## Problem to work on
Find how many lines of the records hold the string "rows" and reply with only that total.

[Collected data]
■ ■ ■ ■ ■

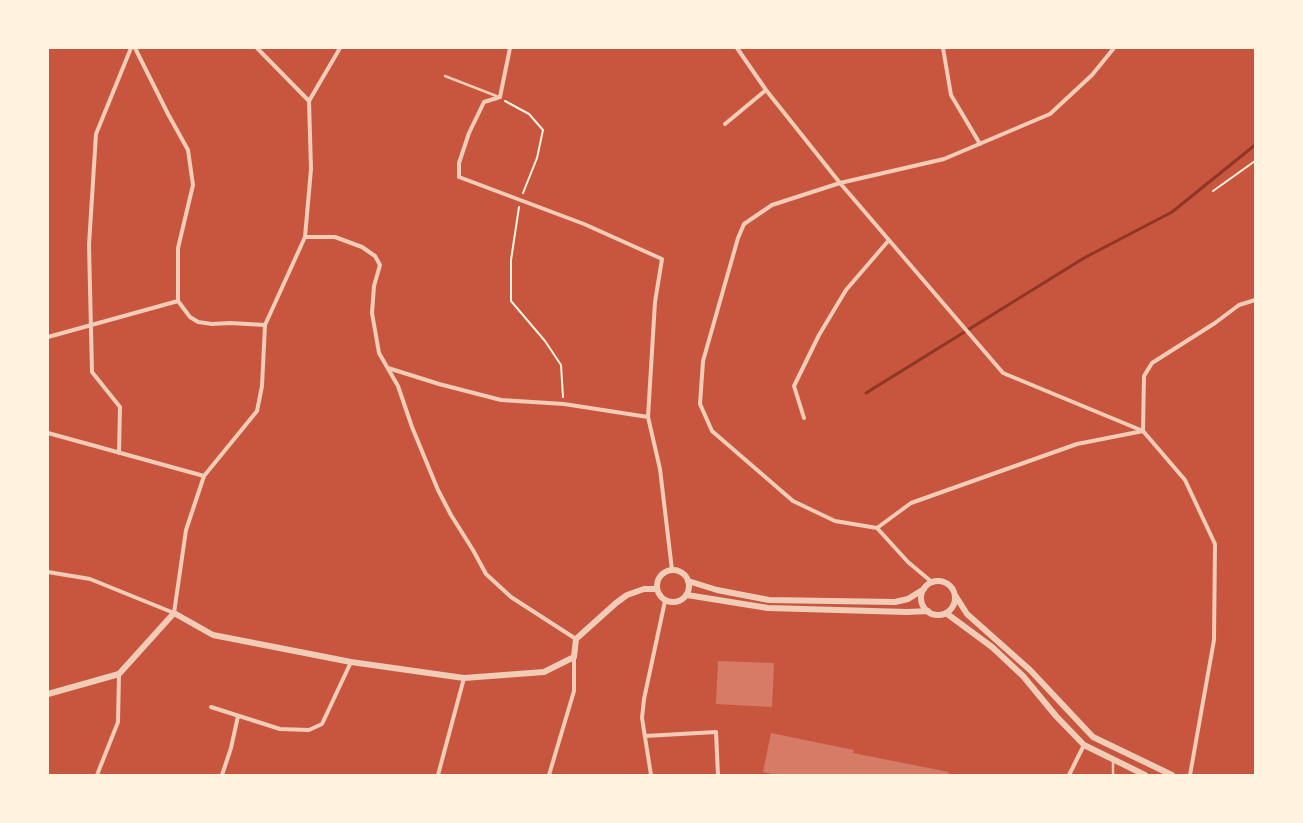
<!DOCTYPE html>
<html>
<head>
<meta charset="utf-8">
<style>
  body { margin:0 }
  #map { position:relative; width:1303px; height:823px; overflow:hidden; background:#c8553d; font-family:"Noto Sans",sans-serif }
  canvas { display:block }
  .frame { position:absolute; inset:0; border:49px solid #fff3e0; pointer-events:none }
</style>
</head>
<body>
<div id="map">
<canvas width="1303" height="823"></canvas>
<div class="frame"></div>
</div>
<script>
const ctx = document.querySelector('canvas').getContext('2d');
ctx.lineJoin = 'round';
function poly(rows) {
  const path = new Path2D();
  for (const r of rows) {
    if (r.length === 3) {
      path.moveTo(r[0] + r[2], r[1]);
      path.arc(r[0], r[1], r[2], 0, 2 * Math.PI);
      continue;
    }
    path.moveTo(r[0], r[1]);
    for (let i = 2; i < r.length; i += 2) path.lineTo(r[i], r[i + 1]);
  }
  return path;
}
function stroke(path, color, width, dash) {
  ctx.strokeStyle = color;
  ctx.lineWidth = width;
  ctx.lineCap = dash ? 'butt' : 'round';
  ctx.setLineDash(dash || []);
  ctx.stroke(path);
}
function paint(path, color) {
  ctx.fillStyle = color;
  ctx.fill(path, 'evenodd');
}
stroke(poly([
  [866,393,1084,258,1172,212,1255,145]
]), '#8f3625', 3);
paint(poly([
  [718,661,774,663,772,707,716,704],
  [771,733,854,750,853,753,949,772,948,775,818,775,811,774,811,775,778,775,763,772]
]), '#d67c66');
stroke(poly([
  [505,101,529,114,543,130,537,158,523,193],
  [1213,191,1255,161],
  [519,207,511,260,511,301,545,341,561,365,563,397]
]), '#fff3e0', 2);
stroke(poly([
  [445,76,499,97],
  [1113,761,1113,775]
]), '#f1ccb7', 2.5);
stroke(poly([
  [135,48,168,114,188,150,193,185,178,248,178,301,190,317,198,322,212,324,230,323,265,325],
  [257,48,309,101,340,48],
  [510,48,500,97,484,102,469,133,459,163,459,177,584,224,662,259,655,302,648,417,660,469,672,570],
  [943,48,951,95,980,144],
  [766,90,840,183,1003,373,1143,431,1185,480,1215,544,1214,640,1190,775],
  [725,124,766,90,737,48],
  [305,237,335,237,362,247,375,256,380,265,374,286,372,313,379,353,398,386,412,427,438,490,451,515,473,550,486,574,511,597,576,639],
  [48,337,178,301],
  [388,368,439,384,501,400,564,404,648,417],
  [804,418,794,386,819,335,846,290,889,240],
  [48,433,204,476],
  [119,453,120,407,92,372,89,245,96,134,131,48],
  [877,528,911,503,1077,444,1143,431,1144,376,1152,363,1215,323,1239,305,1255,300],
  [48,572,90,579,174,613,186,530,204,476,257,411,262,386,265,325,305,237,311,169,309,101],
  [933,583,908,562,877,528,835,521,793,501,712,431,700,404,703,361,738,238,744,224,772,205,840,183,944,159,1050,114,1092,75,1114,48],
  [211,707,280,729,309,730,322,724,351,662],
  [645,736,716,732,718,775],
  [97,775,118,722,119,674],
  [222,775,231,748,238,716],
  [438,775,464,678],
  [549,775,574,691,574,657],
  [651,775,642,718,644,699,665,601],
  [1069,775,1084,745]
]), '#f1ccb7', 4);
stroke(poly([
  [673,586,16],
  [688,581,717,590,769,600,895,602,908,599,924,589],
  [938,598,17],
  [687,595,768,608,907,612,928,611],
  [955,595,967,614,1030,670,1093,737,1172,775],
  [946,613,992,647,1023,676,1056,716,1084,745,1145,775],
  [48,694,119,674,174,613,213,635,351,662,464,678,544,672,574,657,576,639,616,603,627,595,644,589,656,589]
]), '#f1ccb7', 6);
</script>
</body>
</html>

■ ■ ■ ■ ■

## Answer to this task
2